*** MATERIAL FOR THIS TASK

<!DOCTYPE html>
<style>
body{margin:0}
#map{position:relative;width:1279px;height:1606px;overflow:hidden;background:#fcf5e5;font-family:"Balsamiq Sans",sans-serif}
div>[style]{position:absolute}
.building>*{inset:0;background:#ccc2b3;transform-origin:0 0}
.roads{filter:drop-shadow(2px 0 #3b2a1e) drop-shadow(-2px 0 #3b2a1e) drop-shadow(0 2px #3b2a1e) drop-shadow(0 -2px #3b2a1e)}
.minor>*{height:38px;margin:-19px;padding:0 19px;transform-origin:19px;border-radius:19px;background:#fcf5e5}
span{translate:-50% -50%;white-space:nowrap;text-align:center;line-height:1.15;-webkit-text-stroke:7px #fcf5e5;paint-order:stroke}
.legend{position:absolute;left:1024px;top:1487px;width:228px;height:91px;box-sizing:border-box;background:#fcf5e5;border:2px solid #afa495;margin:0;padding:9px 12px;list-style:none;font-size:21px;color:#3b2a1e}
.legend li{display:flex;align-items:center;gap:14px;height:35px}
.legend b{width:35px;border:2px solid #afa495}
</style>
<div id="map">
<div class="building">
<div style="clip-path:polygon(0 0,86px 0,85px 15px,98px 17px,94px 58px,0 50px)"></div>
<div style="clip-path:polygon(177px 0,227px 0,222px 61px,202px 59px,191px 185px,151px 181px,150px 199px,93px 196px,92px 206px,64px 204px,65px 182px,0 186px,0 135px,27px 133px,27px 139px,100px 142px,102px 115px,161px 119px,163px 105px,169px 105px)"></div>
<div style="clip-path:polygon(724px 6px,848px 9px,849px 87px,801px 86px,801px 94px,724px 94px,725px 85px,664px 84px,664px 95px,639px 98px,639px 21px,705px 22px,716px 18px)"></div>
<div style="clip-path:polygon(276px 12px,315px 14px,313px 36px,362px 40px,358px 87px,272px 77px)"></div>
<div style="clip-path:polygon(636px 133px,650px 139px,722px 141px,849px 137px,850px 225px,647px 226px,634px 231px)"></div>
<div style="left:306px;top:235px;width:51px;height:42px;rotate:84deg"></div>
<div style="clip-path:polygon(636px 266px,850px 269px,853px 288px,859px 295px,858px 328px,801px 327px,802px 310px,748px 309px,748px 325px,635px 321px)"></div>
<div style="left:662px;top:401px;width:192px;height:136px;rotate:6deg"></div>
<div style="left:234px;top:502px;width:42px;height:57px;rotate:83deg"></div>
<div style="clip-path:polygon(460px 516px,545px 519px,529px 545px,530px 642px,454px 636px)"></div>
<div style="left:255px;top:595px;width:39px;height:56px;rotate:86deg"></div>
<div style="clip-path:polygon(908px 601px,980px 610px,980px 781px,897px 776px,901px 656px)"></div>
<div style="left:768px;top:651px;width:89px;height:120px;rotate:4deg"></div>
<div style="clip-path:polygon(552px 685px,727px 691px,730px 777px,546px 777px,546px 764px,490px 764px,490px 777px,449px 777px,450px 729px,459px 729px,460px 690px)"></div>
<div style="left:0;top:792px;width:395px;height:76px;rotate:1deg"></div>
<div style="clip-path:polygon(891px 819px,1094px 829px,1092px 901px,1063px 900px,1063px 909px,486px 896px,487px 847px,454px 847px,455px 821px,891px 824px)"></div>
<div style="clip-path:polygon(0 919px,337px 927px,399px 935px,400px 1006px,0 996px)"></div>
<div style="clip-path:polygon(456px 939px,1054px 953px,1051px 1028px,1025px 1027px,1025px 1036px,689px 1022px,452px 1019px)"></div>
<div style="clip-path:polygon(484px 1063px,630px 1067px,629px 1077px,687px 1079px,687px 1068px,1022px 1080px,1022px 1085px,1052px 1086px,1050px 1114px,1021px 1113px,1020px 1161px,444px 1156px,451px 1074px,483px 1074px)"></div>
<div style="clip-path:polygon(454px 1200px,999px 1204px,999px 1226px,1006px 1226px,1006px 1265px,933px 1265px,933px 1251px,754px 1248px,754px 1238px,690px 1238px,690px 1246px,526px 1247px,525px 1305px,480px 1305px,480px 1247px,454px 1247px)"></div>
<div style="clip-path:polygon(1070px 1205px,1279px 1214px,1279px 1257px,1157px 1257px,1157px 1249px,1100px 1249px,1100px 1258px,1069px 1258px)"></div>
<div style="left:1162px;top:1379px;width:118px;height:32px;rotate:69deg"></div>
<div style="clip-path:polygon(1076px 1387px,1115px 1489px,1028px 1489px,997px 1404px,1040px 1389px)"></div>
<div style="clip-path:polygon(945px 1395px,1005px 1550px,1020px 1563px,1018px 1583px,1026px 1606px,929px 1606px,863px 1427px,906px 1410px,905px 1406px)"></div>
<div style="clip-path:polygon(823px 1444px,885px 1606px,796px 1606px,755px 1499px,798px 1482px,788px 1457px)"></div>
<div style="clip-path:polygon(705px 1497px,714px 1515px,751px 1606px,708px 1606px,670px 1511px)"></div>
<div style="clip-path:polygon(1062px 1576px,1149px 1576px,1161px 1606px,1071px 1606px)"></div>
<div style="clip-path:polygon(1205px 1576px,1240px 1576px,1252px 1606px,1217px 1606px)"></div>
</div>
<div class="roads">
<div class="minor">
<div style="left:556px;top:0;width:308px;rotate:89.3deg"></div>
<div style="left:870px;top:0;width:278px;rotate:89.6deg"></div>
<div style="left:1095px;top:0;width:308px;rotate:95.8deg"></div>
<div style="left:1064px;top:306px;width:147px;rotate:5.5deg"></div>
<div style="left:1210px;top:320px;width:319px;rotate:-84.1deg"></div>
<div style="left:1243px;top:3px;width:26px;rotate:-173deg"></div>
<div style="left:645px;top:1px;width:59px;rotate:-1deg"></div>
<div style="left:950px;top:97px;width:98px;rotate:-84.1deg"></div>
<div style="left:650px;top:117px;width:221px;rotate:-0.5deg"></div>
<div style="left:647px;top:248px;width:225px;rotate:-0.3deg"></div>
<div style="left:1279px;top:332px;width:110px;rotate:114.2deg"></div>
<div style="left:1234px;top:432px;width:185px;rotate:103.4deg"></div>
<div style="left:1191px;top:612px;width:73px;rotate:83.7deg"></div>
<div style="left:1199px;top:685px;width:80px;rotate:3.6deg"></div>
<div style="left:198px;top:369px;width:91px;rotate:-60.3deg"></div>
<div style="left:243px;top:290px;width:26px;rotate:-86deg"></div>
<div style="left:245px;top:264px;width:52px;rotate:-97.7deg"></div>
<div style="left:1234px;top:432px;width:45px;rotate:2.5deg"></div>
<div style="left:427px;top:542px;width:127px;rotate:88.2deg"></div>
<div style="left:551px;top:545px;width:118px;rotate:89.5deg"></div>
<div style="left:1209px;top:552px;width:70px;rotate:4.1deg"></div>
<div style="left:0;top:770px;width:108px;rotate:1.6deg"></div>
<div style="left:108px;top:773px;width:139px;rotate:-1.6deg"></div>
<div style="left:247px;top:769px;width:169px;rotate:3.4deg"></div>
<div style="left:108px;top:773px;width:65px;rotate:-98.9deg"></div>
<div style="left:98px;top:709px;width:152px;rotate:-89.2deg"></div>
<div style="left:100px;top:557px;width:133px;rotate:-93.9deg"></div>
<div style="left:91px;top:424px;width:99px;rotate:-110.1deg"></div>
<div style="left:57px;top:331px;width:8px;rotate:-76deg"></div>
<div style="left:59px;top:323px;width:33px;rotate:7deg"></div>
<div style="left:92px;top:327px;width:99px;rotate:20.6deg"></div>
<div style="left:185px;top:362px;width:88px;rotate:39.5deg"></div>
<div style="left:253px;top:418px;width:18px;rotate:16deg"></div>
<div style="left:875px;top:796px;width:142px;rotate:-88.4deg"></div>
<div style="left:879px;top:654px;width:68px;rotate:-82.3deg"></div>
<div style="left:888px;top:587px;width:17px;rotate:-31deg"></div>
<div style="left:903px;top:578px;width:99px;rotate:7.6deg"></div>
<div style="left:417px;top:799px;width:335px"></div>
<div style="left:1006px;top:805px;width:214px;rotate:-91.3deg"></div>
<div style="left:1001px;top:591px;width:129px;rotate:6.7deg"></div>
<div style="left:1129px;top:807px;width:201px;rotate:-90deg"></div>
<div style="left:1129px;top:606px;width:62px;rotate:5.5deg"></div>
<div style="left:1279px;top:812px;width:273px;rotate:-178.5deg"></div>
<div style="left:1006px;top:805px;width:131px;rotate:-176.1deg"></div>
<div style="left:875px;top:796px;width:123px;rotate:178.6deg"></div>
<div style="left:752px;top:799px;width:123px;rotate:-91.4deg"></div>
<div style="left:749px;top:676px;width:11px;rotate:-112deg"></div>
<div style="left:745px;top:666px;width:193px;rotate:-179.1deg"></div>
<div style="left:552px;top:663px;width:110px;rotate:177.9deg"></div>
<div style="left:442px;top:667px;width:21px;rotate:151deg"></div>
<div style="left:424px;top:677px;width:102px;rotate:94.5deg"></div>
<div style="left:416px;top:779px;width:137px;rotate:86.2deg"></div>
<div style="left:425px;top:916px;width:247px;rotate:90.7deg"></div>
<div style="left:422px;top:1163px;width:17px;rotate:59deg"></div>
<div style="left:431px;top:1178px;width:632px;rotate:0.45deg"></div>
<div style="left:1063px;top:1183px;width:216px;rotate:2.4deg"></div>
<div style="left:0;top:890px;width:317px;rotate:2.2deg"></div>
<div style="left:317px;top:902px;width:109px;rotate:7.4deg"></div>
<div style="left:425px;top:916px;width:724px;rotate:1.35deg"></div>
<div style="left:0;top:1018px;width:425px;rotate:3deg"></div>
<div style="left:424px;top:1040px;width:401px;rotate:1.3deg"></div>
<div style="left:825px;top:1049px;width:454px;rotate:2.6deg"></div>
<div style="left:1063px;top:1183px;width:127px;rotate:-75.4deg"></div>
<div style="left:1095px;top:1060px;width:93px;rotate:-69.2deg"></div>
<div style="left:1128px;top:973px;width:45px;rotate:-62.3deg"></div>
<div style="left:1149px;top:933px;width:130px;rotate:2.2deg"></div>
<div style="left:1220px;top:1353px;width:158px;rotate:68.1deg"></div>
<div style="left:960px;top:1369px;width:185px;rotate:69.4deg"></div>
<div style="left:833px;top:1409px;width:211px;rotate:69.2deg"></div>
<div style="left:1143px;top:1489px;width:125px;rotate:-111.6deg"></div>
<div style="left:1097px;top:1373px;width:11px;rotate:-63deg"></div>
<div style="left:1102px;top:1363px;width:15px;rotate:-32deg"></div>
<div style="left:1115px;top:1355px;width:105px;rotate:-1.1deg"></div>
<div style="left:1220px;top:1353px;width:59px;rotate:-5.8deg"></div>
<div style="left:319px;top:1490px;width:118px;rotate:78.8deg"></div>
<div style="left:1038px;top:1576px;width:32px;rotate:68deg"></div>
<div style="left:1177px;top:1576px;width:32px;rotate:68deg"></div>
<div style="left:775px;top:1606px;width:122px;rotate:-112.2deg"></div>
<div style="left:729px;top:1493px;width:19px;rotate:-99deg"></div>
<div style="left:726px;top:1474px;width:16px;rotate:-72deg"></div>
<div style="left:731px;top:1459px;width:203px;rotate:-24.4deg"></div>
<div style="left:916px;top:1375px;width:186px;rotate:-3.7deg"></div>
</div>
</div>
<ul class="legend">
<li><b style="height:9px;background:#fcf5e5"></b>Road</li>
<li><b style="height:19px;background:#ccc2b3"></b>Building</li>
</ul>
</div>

******

**WORK TO BE COMPLETED:**
If a line comes after the one with "0 #3b2a1e) drop-shadow(-2px", leave it out; reproduce exactly every line of the material from the first up to and including that one.

**TASK RESPONSE:**
<!DOCTYPE html>
<style>
body{margin:0}
#map{position:relative;width:1279px;height:1606px;overflow:hidden;background:#fcf5e5;font-family:"Balsamiq Sans",sans-serif}
div>[style]{position:absolute}
.building>*{inset:0;background:#ccc2b3;transform-origin:0 0}
.roads{filter:drop-shadow(2px 0 #3b2a1e) drop-shadow(-2px 0 #3b2a1e) drop-shadow(0 2px #3b2a1e) drop-shadow(0 -2px #3b2a1e)}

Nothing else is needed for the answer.